Congress' last week?
Roll Call says the Hill leadership is setting a low bar for expectations of what will get accomplished this week, and reports mixed views on when Congress might manage to leave town.

"A bipartisan coalition of senators yesterday introduced a bill to extend by three months controversial provisions of the USA Patriot Act to allow for efforts in the Senate and House to draft new legislation -- potentially trumping plans to vote this week on a four-year extension," says the Washington Times.

House and Senate negotiators have reached agreement on one must-pass bill, the Labor-HHS funding bill. "The last and largest of the annual domestic spending measures, the bill is the most difficult politically, because Republicans are proposing to cut $1.4 billion from the three departments after years of steady growth in their programs. That cut will double if Republicans impose a further 1% across-the-board cut before adjourning for the year," says the Wall Street Journal, which adds, "getting back on track is crucial for Speaker Dennis Hastert if he is to regain the momentum he needs going into more-difficult votes later this week. The biggest of these is a $45 billion five-year deficit-reduction package plagued by divisions over savings in health-care programs and provisions opening up the Arctic National Wildlife Refuge to oil and gas exploration."

MSNBC.com’s Curry looks at why nine House Democrats crossed the aisle last week to support extending the 15% cut in dividend and cap gains taxes. "All but one of the nine Democrats come from districts carried by President Bush in 2004. Eight come from Southern or border states, where Republicans are dominant. And the one non-Southerner, Rep. Melissa Bean, is a first-termer who represents a Republican-leaning district west of Chicago," where "the median household income is 50 percent higher than the national median."

The values debate
The Los Angeles Times says Schwarzenegger's five-page statement denying Williams clemency "was unusual for the length, detail and blunt tone in which it dismissed Williams' claims... Aides to the governor have consistently said that he made his decision without regard to politics. Political analysts from both parties, however, said his final decision was the one with the least chance of hurting his chances for reelection."

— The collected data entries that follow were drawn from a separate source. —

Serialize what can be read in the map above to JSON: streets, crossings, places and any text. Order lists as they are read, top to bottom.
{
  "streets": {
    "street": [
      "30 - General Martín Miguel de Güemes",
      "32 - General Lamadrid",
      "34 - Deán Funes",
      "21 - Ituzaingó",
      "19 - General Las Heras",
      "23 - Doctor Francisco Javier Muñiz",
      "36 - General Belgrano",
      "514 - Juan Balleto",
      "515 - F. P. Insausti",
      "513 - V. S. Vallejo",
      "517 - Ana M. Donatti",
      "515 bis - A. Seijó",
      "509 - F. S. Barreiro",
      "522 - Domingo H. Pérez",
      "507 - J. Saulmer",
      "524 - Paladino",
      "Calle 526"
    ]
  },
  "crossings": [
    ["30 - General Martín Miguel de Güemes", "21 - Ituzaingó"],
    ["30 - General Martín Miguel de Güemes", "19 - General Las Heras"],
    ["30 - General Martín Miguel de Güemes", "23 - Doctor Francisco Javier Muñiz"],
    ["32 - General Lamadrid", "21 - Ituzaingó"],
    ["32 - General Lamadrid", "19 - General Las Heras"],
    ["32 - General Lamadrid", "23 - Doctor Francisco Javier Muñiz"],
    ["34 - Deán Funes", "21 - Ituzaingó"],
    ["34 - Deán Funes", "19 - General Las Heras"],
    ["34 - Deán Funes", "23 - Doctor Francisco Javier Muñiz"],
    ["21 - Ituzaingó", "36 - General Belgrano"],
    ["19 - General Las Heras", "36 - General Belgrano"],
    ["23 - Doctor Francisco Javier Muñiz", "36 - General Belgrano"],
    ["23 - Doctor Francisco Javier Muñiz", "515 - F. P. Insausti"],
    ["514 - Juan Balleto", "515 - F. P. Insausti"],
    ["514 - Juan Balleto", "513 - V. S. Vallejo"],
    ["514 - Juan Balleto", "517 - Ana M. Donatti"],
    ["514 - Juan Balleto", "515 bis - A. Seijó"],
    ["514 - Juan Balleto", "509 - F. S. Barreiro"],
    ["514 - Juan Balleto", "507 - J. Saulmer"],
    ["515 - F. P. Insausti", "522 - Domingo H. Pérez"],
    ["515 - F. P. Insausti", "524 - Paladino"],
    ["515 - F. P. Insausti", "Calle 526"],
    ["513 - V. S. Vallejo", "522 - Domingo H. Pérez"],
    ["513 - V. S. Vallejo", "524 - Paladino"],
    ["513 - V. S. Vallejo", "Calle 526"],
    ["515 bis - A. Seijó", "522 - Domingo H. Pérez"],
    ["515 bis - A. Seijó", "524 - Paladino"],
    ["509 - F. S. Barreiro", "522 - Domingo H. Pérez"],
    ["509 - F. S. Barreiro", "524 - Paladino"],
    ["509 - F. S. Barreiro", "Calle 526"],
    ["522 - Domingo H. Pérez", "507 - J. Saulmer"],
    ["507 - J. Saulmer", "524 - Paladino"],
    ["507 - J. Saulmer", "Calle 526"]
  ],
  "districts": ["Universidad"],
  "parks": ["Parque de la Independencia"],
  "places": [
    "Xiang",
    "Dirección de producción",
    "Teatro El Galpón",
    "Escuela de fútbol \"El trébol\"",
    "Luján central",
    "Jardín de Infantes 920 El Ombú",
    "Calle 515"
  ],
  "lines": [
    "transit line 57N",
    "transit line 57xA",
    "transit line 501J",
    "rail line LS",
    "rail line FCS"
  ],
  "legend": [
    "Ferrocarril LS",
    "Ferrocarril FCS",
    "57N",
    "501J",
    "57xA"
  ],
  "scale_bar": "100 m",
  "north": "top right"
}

The Chicago Tribune wonders if Williams’ execution will impact the national debate over capital punishment. “The most recent Gallup poll, taken in October, shows that support nationally for the death penalty has dropped from as high as 80 percent in 1994 to 64 percent, though it has remained steady for the past three years. According to the poll, that support dips to 56 percent if the alternative is life in prison without parole.”

It's the economy
"The Energy Department released a new projection Monday that forecasts oil prices will remain well above $50 a barrel for years to come, resulting in a greater shift to more fuel-efficient cars and alternative energy sources... The new report projects oil will cost an average $54 a barrel in 2025 and $57 a barrel in 2030 before inflation. Prices have been hovering around $60 a barrel, briefly soaring as high as $70 earlier this year." - USA Today

2005 and the midterms
The most interesting thing about the latest variation of the group formerly known as Americans United to Protect Social Security, now called simply Americans United, is that it's being funded by a coalition that includes not only longtime funders among the labor movement -- but also MoveOn. The "permanent, multimillion-dollar entity" will push "a broader liberal agenda in the 2006 midterms."

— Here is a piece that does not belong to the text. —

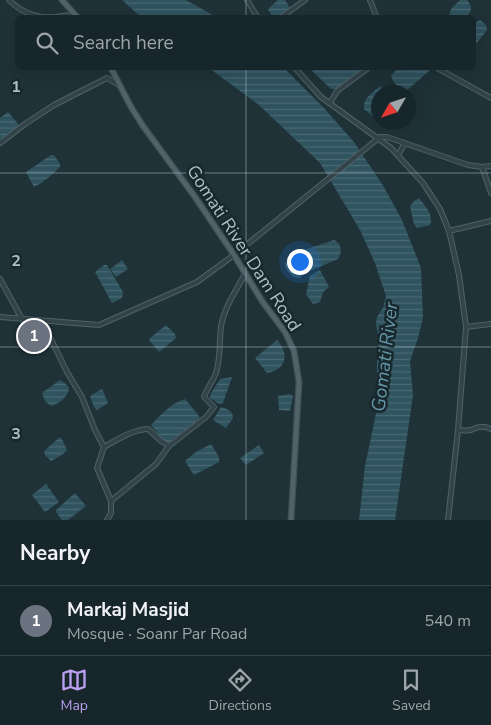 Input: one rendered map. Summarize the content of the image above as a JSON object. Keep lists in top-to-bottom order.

The New York Times notes how leaders of the New York GOP yesterday urged Jeanine Pirro (R) to quit her challenge to Sen. Hillary Clinton (D), but Pirro released a statement last night saying she would remain in the race. “The shift by the party came just six months after many of the same Republican leaders recruited her for the bid, and it signaled the mounting disarray of a state party that finds itself in danger of losing the governor's mansion and its majority in the State Senate in 2006.”

The New York Daily News: “Republican bosses said openly they may urge Ed Cox, President Nixon's son-in-law, to get back into the race.”